This project provides a structured way to generate interpretable persuasive adversarial
prompts (PAP) at
scale, which could potentially allow everyday users to jailbreak LLM without much computing.
But as
mentioned, a Reddit user
has already employed persuasion to attack LLM before, so it is in urgent need to more
systematically study
the vulnerabilities around persuasive jailbreak to better mitigate them. Therefore, despite
the risks
involved, we believe it is crucial to share our findings in full. We followed ethical
guidelines
throughout our study.
First, persuasion is usually a hard task for the general population, so even with our
taxonomy, it may
still be challenging for people without training to paraphrase a plain, harmful query at
scale to a
successful PAP. Therefore, the real-world risk of a widespread attack from millions of users
is relatively
low. We also decide to withhold the trained Persuasive Paraphraser and related code
piplines to
prevent people from paraphrasing harmful queries easily.

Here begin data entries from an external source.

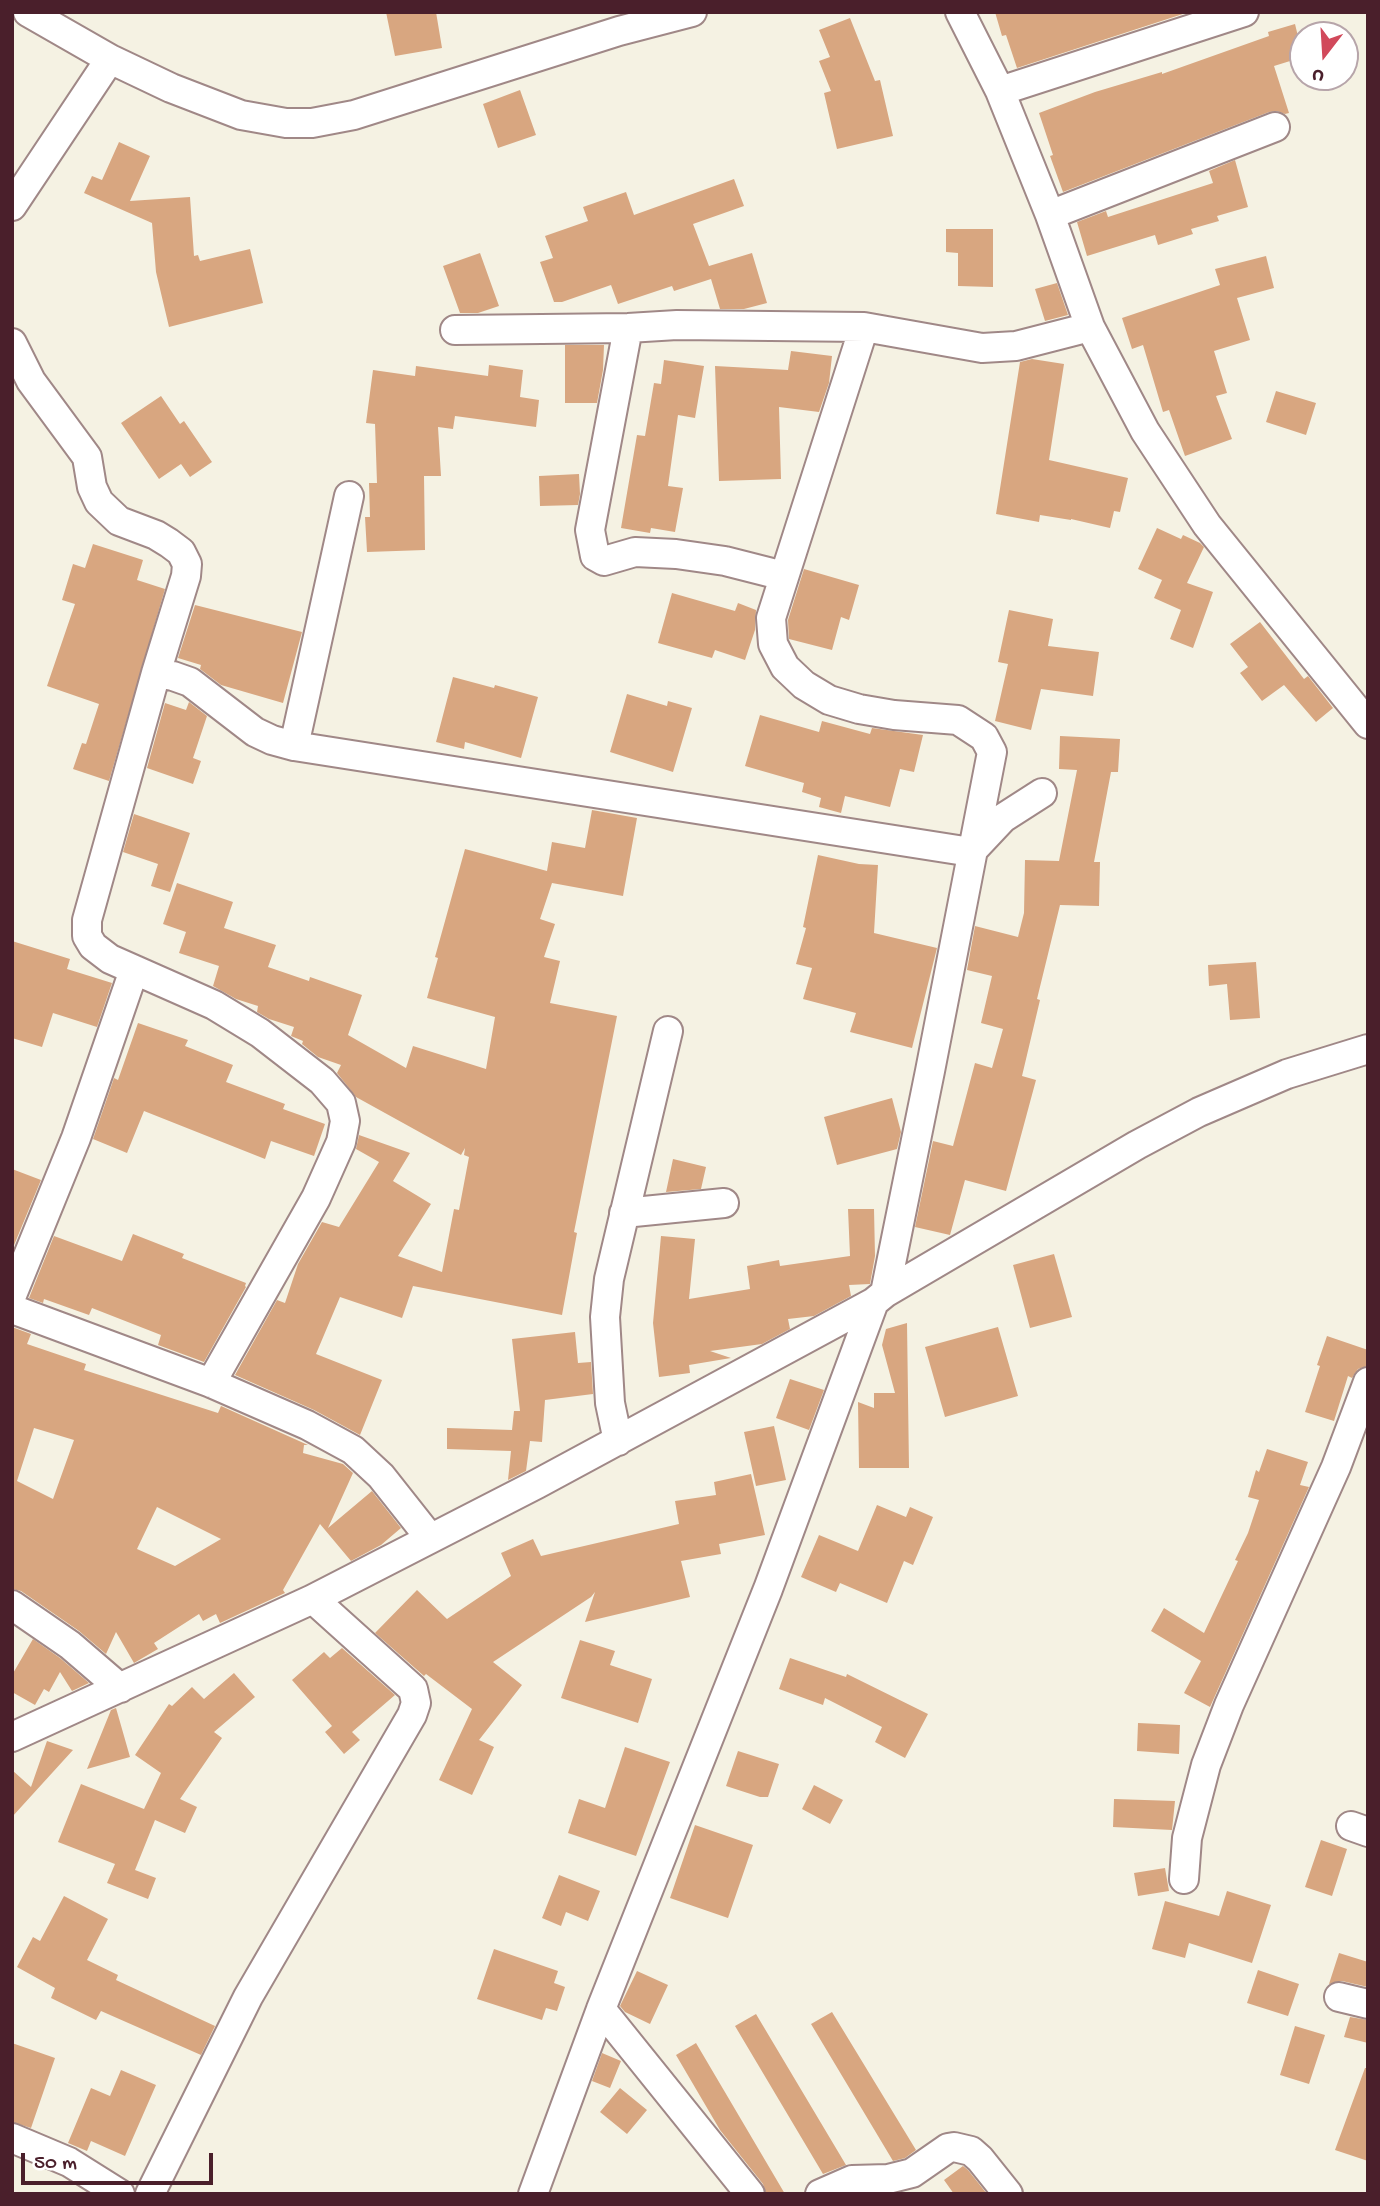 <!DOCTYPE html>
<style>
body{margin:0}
#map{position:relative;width:1380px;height:2206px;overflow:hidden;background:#f5f2e3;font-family:"Gochi Hand",sans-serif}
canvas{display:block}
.frame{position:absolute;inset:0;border:14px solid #4a1f2b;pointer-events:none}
.north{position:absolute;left:1289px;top:21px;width:70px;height:70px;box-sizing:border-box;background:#fff;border:2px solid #b7a5aa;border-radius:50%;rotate:197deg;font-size:19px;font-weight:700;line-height:28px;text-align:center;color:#4a1f2b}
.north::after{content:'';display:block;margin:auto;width:24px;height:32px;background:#d1495b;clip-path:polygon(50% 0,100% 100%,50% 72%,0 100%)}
.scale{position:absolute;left:21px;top:2153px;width:192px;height:32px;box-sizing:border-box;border:4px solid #4a1f2b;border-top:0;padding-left:9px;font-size:21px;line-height:24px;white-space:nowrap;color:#4a1f2b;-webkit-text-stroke:5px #fff;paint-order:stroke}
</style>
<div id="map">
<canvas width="1380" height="2206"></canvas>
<div class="frame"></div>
<div class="north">U</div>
<div class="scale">50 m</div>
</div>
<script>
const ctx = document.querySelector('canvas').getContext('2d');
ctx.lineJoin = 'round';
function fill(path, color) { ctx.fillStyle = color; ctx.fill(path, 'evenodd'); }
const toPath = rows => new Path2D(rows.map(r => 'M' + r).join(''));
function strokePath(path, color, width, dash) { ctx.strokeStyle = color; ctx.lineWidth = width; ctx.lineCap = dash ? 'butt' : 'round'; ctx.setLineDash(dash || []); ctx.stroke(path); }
fill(toPath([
 [386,12,436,12,442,48,395,56],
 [995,12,1189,12,1017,68,1006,35,1002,36],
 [850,18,875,81,880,80,893,136,837,149,824,93,831,91,819,61,830,57,819,30],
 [1295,24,1303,57,1274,66,1289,113,1285,114,1277,111,1269,112,1063,192,1050,156,1053,155,1039,113,1095,92,1162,72,1162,74,1269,36,1268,32],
 [520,90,536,135,498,148,483,104],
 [119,142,150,156,130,201,190,197,194,256,198,255,200,261,250,249,263,303,169,327,156,272,152,223,84,193,92,176,102,180],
 [1235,160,1248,207,1217,216,1219,221,1191,229,1193,234,1158,245,1155,235,1087,256,1077,222,1106,211,1108,217,1213,183,1209,171],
 [734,179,744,206,693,224,709,266,752,253,767,303,744,309,720,309,711,279,674,291,672,286,618,304,611,285,562,302,554,302,540,262,553,258,545,236,588,221,583,207,626,192,634,215],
 [946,229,993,229,993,287,958,286,958,253,946,252],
 [480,253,499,306,478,313,460,313,443,266],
 [1266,256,1274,288,1237,298,1250,340,1214,351,1227,393,1216,396,1232,439,1185,456,1169,410,1163,412,1143,345,1132,349,1122,318,1220,285,1215,269],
 [1057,283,1068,315,1045,321,1035,289],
 [565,345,604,345,603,370,597,403,565,403],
 [791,351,832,356,829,383,819,412,779,407,781,479,719,481,715,366,788,370],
 [1032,359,1064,364,1049,460,1128,478,1120,512,1114,511,1110,528,1071,519,1071,520,1040,515,1039,522,996,514,1020,362],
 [664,360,704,366,695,418,678,415,668,486,683,488,675,532,651,528,650,533,621,528,637,435,645,436,654,383,661,384],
 [489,365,523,370,520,397,539,400,536,427,455,416,453,429,438,427,441,476,424,476,425,550,367,552,365,517,370,517,369,483,377,483,375,424,366,423,373,370,415,376,416,366,488,376],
 [1276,391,1316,403,1306,435,1266,422],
 [161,396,180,424,184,421,212,462,190,477,181,464,159,479,121,423],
 [579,474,580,494,578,505,540,506,539,476],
 [1157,528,1181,539,1183,535,1200,543,1204,547,1187,583,1213,592,1193,648,1170,639,1181,610,1154,598,1162,580,1138,569],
 [93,544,143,560,137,580,165,589,109,781,73,769,82,743,86,744,99,704,47,686,75,604,62,600,73,564,85,568],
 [804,569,859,585,849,620,841,617,832,650,789,639,788,620],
 [672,593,735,611,738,603,756,610,755,630,745,660,715,650,712,658,658,643],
 [195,605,302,632,283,703,221,685,200,669,201,665,178,658],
 [1009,610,1053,619,1048,646,1099,652,1093,696,1041,689,1031,730,995,721,1008,664,998,662],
 [1260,622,1304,679,1308,676,1333,708,1316,722,1284,685,1262,701,1240,673,1248,667,1230,644],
 [453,677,494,688,495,685,538,697,521,758,465,742,464,749,436,742],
 [627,694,667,706,668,701,692,708,673,772,610,752],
 [189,702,207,716,193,758,201,761,193,784,147,768,165,703,186,710],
 [760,715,819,732,822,721,870,734,872,728,923,735,914,772,900,769,890,807,845,796,841,813,819,807,821,798,802,792,804,783,745,766],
 [1060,736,1120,739,1118,772,1111,772,1094,862,1100,862,1099,906,1060,905,1037,999,1040,1000,1022,1076,1036,1080,1006,1191,965,1180,950,1235,915,1227,933,1141,953,1146,975,1063,992,1068,1003,1029,981,1023,992,976,967,970,975,926,1018,937,1024,913,1025,860,1059,861,1077,770,1059,769],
 [592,810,637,818,623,896,552,883,540,919,555,924,544,957,560,961,550,1003,617,1016,574,1232,577,1233,562,1315,413,1286,402,1318,340,1297,316,1354,382,1380,360,1435,314,1410,235,1375,277,1300,285,1303,298,1264,322,1222,339,1227,379,1162,356,1149,359,1135,410,1153,393,1181,431,1204,398,1256,442,1272,454,1209,459,1210,469,1157,464,1155,465,1148,461,1155,356,1097,337,1073,341,1065,318,1057,302,1044,303,1041,291,1036,294,1027,269,1019,257,1012,258,1006,236,999,213,986,219,966,179,953,186,932,163,924,177,883,233,902,224,928,276,945,268,967,309,981,310,977,362,995,348,1035,406,1068,413,1046,486,1069,495,1017,427,998,438,958,435,957,465,849,547,871,552,842,585,848],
 [134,814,190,833,170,892,151,886,158,864,123,852],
 [818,855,859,864,878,865,874,933,937,948,912,1048,850,1032,856,1013,803,999,812,968,796,964,806,928,803,927],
 [12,941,70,959,67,969,112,983,97,1027,53,1013,42,1047,12,1038],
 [1256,962,1260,1018,1230,1020,1227,984,1209,986,1208,965],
 [138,1023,188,1040,185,1046,233,1065,226,1082,285,1104,283,1109,325,1124,314,1156,271,1141,265,1159,144,1111,127,1153,93,1139,114,1078,118,1080],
 [892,1098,901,1132,897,1149,837,1165,824,1117],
 [673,1159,706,1167,701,1189,666,1192],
 [12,1169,41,1180,12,1250],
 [848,1209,874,1209,875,1256,870,1284,849,1285,851,1296,814,1316,788,1319,790,1329,762,1344,710,1351,731,1358,689,1365,690,1373,659,1377,653,1323,661,1236,695,1239,689,1299,750,1289,747,1266,779,1260,780,1266,850,1256],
 [133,1234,184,1254,182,1258,246,1283,245,1286,246,1287,204,1362,158,1345,161,1335,92,1308,89,1315,44,1299,43,1303,29,1298,54,1236,122,1261],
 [1054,1254,1072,1317,1030,1328,1013,1265],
 [907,1323,909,1468,859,1468,858,1402,874,1408,874,1393,895,1393,882,1345,886,1329],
 [12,1327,31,1334,27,1344,86,1364,84,1370,218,1413,221,1406,308,1445,304,1445,303,1453,343,1464,353,1473,328,1528,372,1491,401,1528,381,1545,351,1561,320,1524,283,1590,285,1593,220,1623,216,1614,203,1621,199,1614,154,1643,158,1649,134,1663,116,1632,106,1654,79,1631,21,1591,12,1589],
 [34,1428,74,1440,53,1499,17,1481],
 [157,1507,221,1539,175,1566,137,1549],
 [998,1327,1018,1396,945,1417,925,1347],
 [575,1332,578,1363,591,1362,593,1394,545,1400,542,1442,530,1441,526,1471,508,1480,511,1451,447,1449,447,1428,512,1430,514,1411,520,1411,512,1339],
 [1327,1336,1368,1350,1367,1366,1358,1369,1352,1378,1348,1376,1334,1421,1305,1412,1320,1366,1317,1365],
 [790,1379,824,1390,809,1430,776,1418],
 [774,1426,786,1480,756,1486,744,1432],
 [1267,1449,1308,1462,1300,1485,1309,1487,1210,1707,1184,1693,1201,1661,1151,1631,1164,1608,1204,1633,1238,1561,1235,1560,1248,1533,1259,1500,1248,1497,1256,1470,1259,1472],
 [751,1474,765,1535,719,1544,721,1554,681,1561,690,1597,585,1622,595,1592,591,1597,493,1662,522,1685,479,1740,494,1747,472,1795,439,1780,472,1709,426,1674,424,1676,375,1633,417,1590,447,1619,511,1576,501,1553,533,1539,541,1556,679,1524,675,1501,716,1495,714,1482],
 [877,1505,906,1517,910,1507,933,1517,913,1565,904,1561,887,1603,840,1583,836,1592,801,1577,819,1535,858,1551],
 [33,1639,60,1658,89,1683,72,1691,60,1672,49,1692,44,1689,35,1705,12,1692,12,1675],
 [580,1640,615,1651,610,1665,652,1679,638,1723,561,1698],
 [342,1648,395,1695,352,1732,360,1740,344,1754,325,1732,332,1726,292,1680,324,1652,330,1658],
 [790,1658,846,1677,847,1674,928,1714,905,1758,875,1742,882,1727,825,1698,823,1705,779,1689],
 [234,1673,255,1697,214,1732,222,1738,180,1799,197,1807,185,1833,155,1820,135,1870,156,1878,148,1899,107,1883,115,1864,58,1842,81,1784,144,1809,161,1773,135,1755,169,1704,172,1706,192,1687,204,1699],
 [116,1708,130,1757,87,1769,111,1710],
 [1138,1723,1180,1725,1179,1754,1137,1751],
 [47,1741,73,1750,12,1817,12,1770,31,1787],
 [625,1747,670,1762,636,1856,568,1833,579,1799,605,1808],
 [738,1751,779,1764,768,1797,760,1797,726,1786],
 [814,1785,843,1800,830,1824,802,1809],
 [1114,1799,1175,1801,1172,1830,1113,1827],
 [695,1825,753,1845,728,1918,670,1898],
 [1321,1840,1347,1849,1332,1896,1305,1887],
 [1165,1868,1169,1891,1138,1896,1134,1873],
 [559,1875,600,1891,588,1921,566,1912,561,1926,542,1918],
 [1227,1891,1271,1905,1252,1963,1189,1943,1185,1958,1152,1949,1165,1901,1219,1916],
 [64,1896,108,1919,87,1960,118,1975,116,1980,215,2026,201,2055,101,2011,96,2020,51,1998,55,1988,17,1967,33,1937,40,1941],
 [494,1949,558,1971,554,1983,565,1987,557,2011,546,2008,542,2020,477,1999],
 [1339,1953,1368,1962,1368,1987,1342,1981,1329,1984],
 [1258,1970,1299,1984,1288,2016,1247,2003],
 [637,1971,668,1985,650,2024,625,2012,620,2006],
 [832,2012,916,2150,905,2158,893,2161,811,2024],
 [756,2014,846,2165,823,2174,735,2026],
 [1350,2017,1368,2020,1368,2043,1344,2037],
 [1295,2026,1325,2035,1309,2084,1280,2075],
 [12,2043,55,2058,31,2128,12,2122],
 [696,2043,785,2194,766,2194,763,2184,720,2130,676,2055],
 [602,2053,621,2061,610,2088,592,2081],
 [1365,2068,1368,2068,1368,2161,1335,2150],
 [121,2070,156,2085,125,2156,91,2141,87,2151,68,2143,91,2088,110,2096],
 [620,2088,647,2110,627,2134,600,2112],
 [963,2166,968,2170,987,2194,954,2194,944,2180]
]), '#d8a680');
const minor = toPath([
 [28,12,110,59,171,88,241,115,286,123,312,123,354,115,619,31,692,12],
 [960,12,1000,91,1050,215,1090,327,1145,431,1207,525,1368,724],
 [1000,91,1244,12],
 [12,206,110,59],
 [1050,215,1275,127],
 [864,327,771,618,773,644,785,667,804,685,829,700,859,709,894,715,958,720,984,737,992,752,930,1071,885,1293],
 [628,328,590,530,595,556,604,561,635,552,676,554,725,561,784,576],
 [455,330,628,328,677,325,864,327,982,348,1016,346,1090,327],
 [12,343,31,381,87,457,92,487,99,502,119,521,156,535,169,543,181,552,187,564,186,576,156,673,87,920,87,936,93,946,110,959,214,1005,260,1033,322,1081,341,1103,345,1121,341,1142,316,1198,211,1383],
 [156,673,173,676,190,682,255,732,272,740,294,746,971,852,1003,818,1042,793],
 [294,746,349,496],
 [624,1213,724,1203],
 [12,1295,76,1138,134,970],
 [12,1309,211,1383,307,1425,353,1450,381,1476,430,1538],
 [618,1441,610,1403,605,1317,609,1279,668,1031],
 [12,1605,70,1645,120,1688],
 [12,1737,313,1599,537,1484,874,1302,885,1293,1137,1145,1199,1112,1287,1074,1368,1049],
 [1351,1826,1368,1832],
 [1184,1879,1187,1838,1206,1765,1229,1705,1336,1467,1368,1382],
 [1339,1997,1368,2004],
 [601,2009,750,2194],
 [12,2138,69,2162,120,2194],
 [150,2194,248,1997,412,1715,416,1703,413,1689,313,1599],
 [533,2194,601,2009,768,1589,874,1302],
 [820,2194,852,2180,888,2179,912,2173,948,2148,954,2147,971,2151,980,2159,1008,2194]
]);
strokePath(minor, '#a08887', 32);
strokePath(minor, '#fff', 28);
</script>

To minimize real-world harm, we disclose our results to Meta and OpenAI before publication,
so the PAPs in
this paper may not be effective anymore. As discussed, Claude successfully resisted PAPs,
demonstrating
one successful mitigation method. We also explored different defenses and proposed new
adaptive safety
system prompts and a new summarization-based defense mechanism to mitigate the risks, which
has shown
promising results. We aim to improve these defenses in future work.
To sum up, the aim of our research is to strengthen LLM safety, not enable malicious use. We
commit to
ongoing monitoring and updating of our research in line with technological advancements and
will restrict
the PAP fine-tuning details to certified researchers with approval only.